The conversion between RGB and grayscale images is handled automatically by the pipeline to ensure compatibility between models and datasets.

Pipelines#

Different transforms can be specified for train, dev, and test pipelines. In addition, base provides a common set of transforms to include in all pipelines.

For example, the following configuration applies different RandomCrop transforms for the train, dev, and test pipelines (which may not necessarily be useful in practice):

conf/model/SpectrogramModel.yaml#

...
transform:
  type: grayscale
  train:
    - autrainer.transforms.RandomCrop:
        size: 111
  dev:
    - autrainer.transforms.RandomCrop:
        size: 121
  test:
    - autrainer.transforms.RandomCrop:
        size: 131

Removing and Overriding#

Models and datasets can remove any existing transform if it exists to ensure compatibility between datasets and models. Removal is done by setting the transform to null in the configuration. If a transform is set to null but is not present in the pipeline, it is ignored.

For example, a model taking in spectrograms could set the Normalize transform to null to remove it from the pipeline as it is not needed for spectrograms:

conf/model/SpectrogramModel.yaml#

...
transform:
  type: grayscale
  base:
    - autrainer.transforms.Normalize: null

Model online transforms outweigh dataset online transforms. If a model specifies a transform that is also specified in the dataset, the model transform is used, overriding the dataset transform.

Note

Removing and overriding transforms is useful for ensuring compatibility between models and datasets, however, both are bound to the same pipeline (e.g. base, train, dev, or test).

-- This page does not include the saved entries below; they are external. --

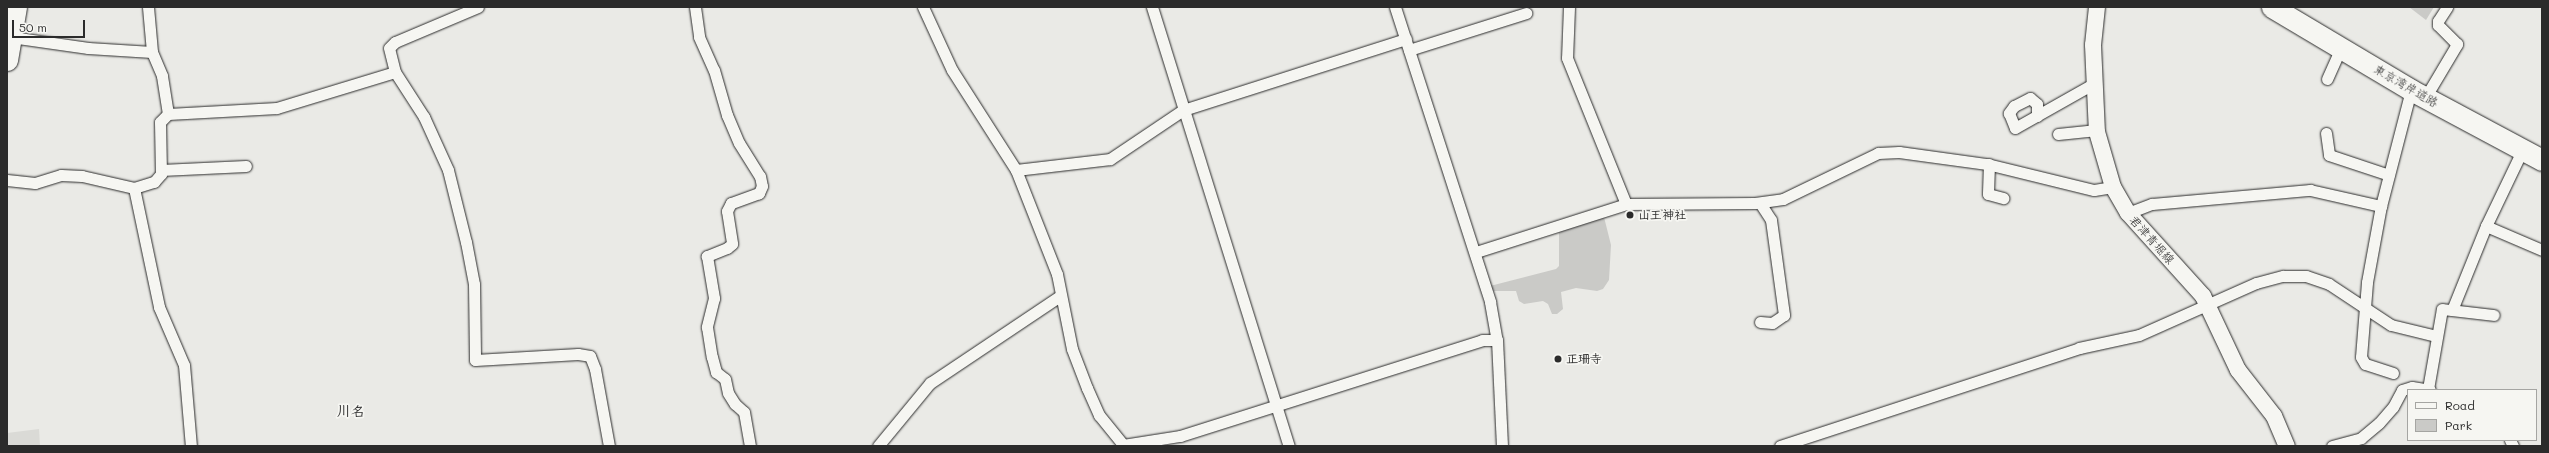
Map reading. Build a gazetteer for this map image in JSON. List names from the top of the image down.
{
  "streets": {
    "highway": ["東京湾岸道路"],
    "main road": ["君津青堀線"]
  },
  "districts": ["川名"],
  "places": ["山王神社", "正珊寺"],
  "legend": ["Road", "Park"],
  "scale_bar": "50 m"
}
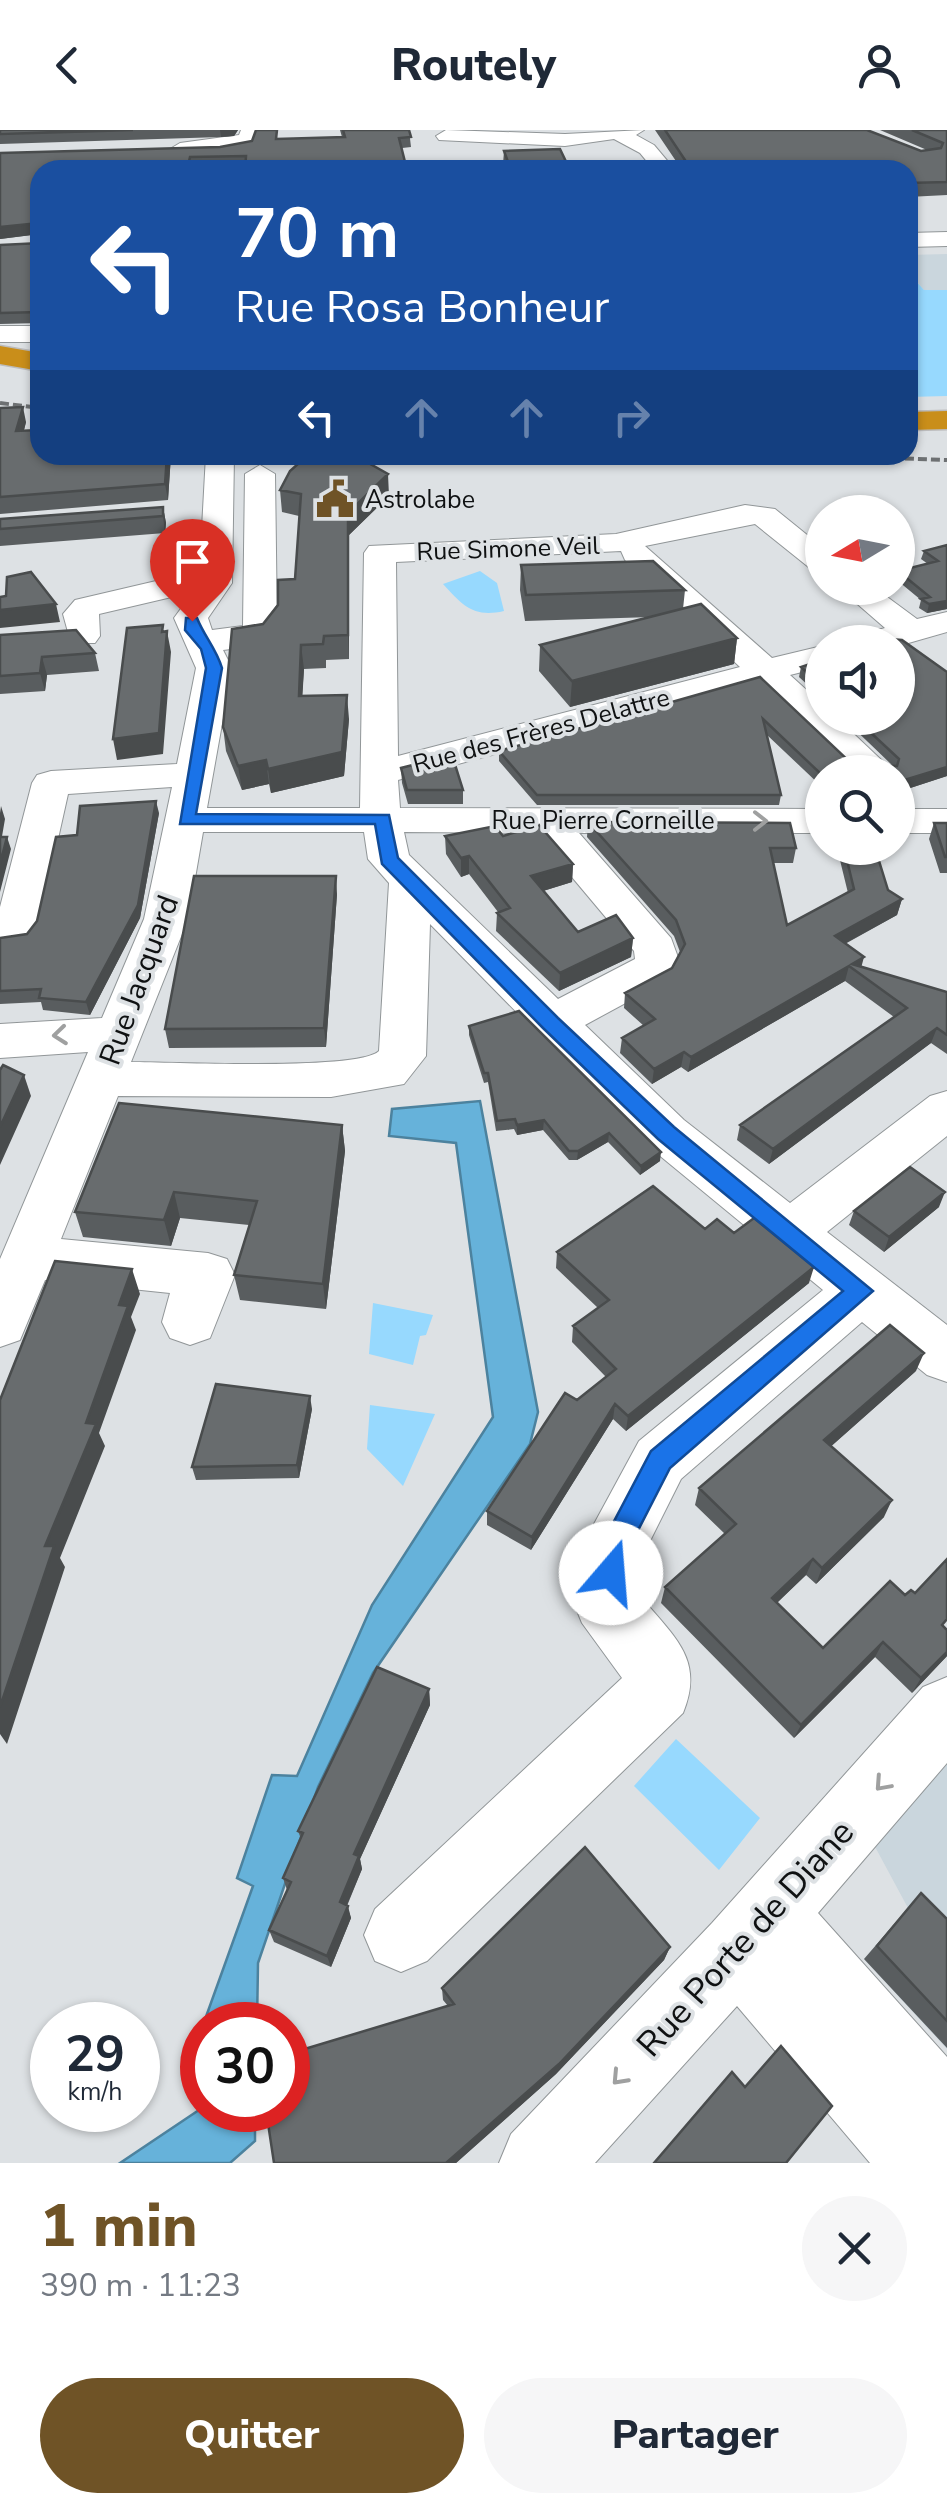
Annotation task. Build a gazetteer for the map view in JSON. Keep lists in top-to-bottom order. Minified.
{"streets":{"street":["Rue Simone Veil","Rue des Frères Delattre","Rue Pierre Corneille","Rue Jacquard","Rue Porte de Diane"]},"crossings":[["Rue Simone Veil","Rue des Frères Delattre"],["Rue des Frères Delattre","Rue Pierre Corneille"]],"one_way":["Rue Pierre Corneille","Rue Porte de Diane"],"places":{"public building":["Astrolabe"]},"north":"left","page":{"header":"Routely","turn":["70 m","Rue Rosa Bonheur"],"speed":"29 km/h","limit":"30","heading":["1 min","390 m · 11:23"],"buttons":["Quitter","Partager"]}}
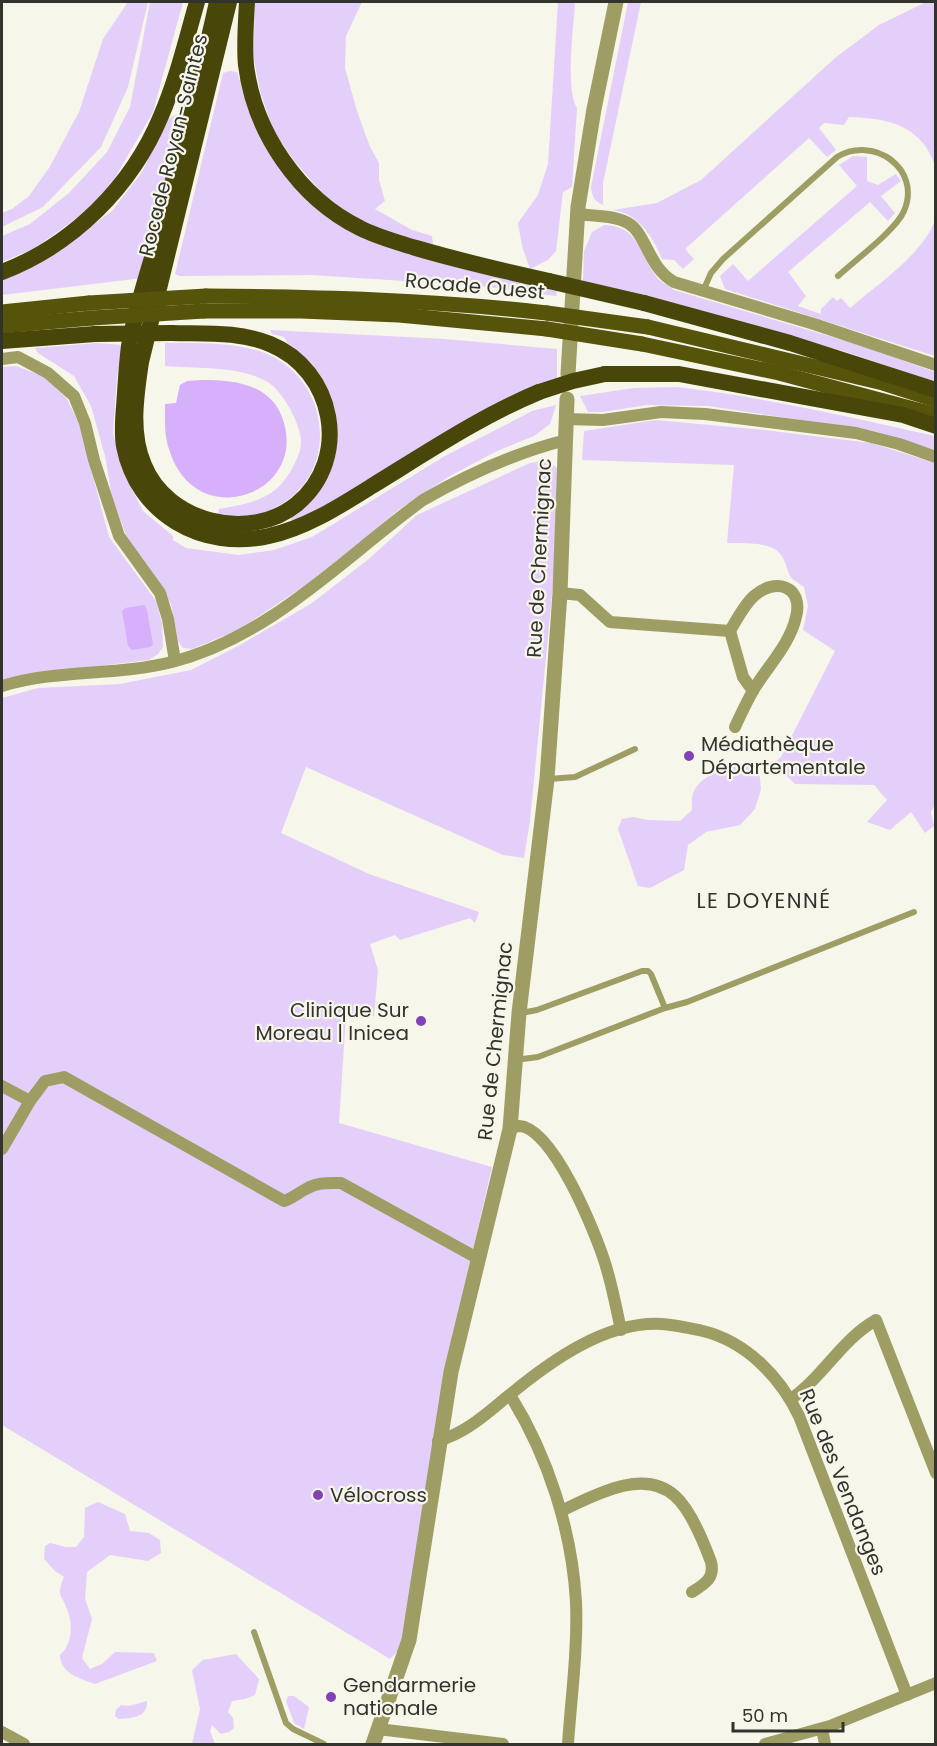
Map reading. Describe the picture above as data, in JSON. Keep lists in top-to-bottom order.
{
  "streets": {
    "highway": ["Rocade Royan-Saintes"],
    "main road": ["Rocade Ouest"],
    "street": ["Rue de Chermignac", "Rue des Vendanges"]
  },
  "crossings": [
    ["Rocade Royan-Saintes", "Rocade Ouest"],
    ["Rue de Chermignac", "Rue des Vendanges"]
  ],
  "districts": ["LE DOYENNÉ"],
  "places": [
    "Médiathèque Départementale",
    "Clinique Sur Moreau | Inicea",
    "Vélocross",
    "Gendarmerie nationale"
  ],
  "scale_bar": "50 m"
}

If multiple transforms of the same type are specified in a pipeline, overriding or removing a transform affects all transforms of that type in the pipeline.

Tags#

In case multiple transforms of the same type are specified in the pipeline, they can be tagged with a unique identifier using an @ symbol followed by the tag name.

For example, the following configuration applies two Normalize transforms to the pipeline, each with a different tag:

conf/model/SpectrogramModel.yaml#

...
transform:
  type: grayscale
  base:
    - autrainer.transforms.Normalize@first:
        mean: 0.5
        std: 0.5
    - autrainer.transforms.Normalize@second:
        mean: 123
        std: 456

Transforms with tags can be removed or overridden analogously to transforms without tags, by appending the tag name to the transform name.

Note

If a transform with a tag is removed or overridden, only the transform with the specified tag (if it exists) is affected, allowing for the removal or overriding of specific transforms in the pipeline.

Transform Manager#

The TransformManager is responsible for building the transformation pipeline based on the model and dataset configurations. In addition, it handles the inclusion of augmentations.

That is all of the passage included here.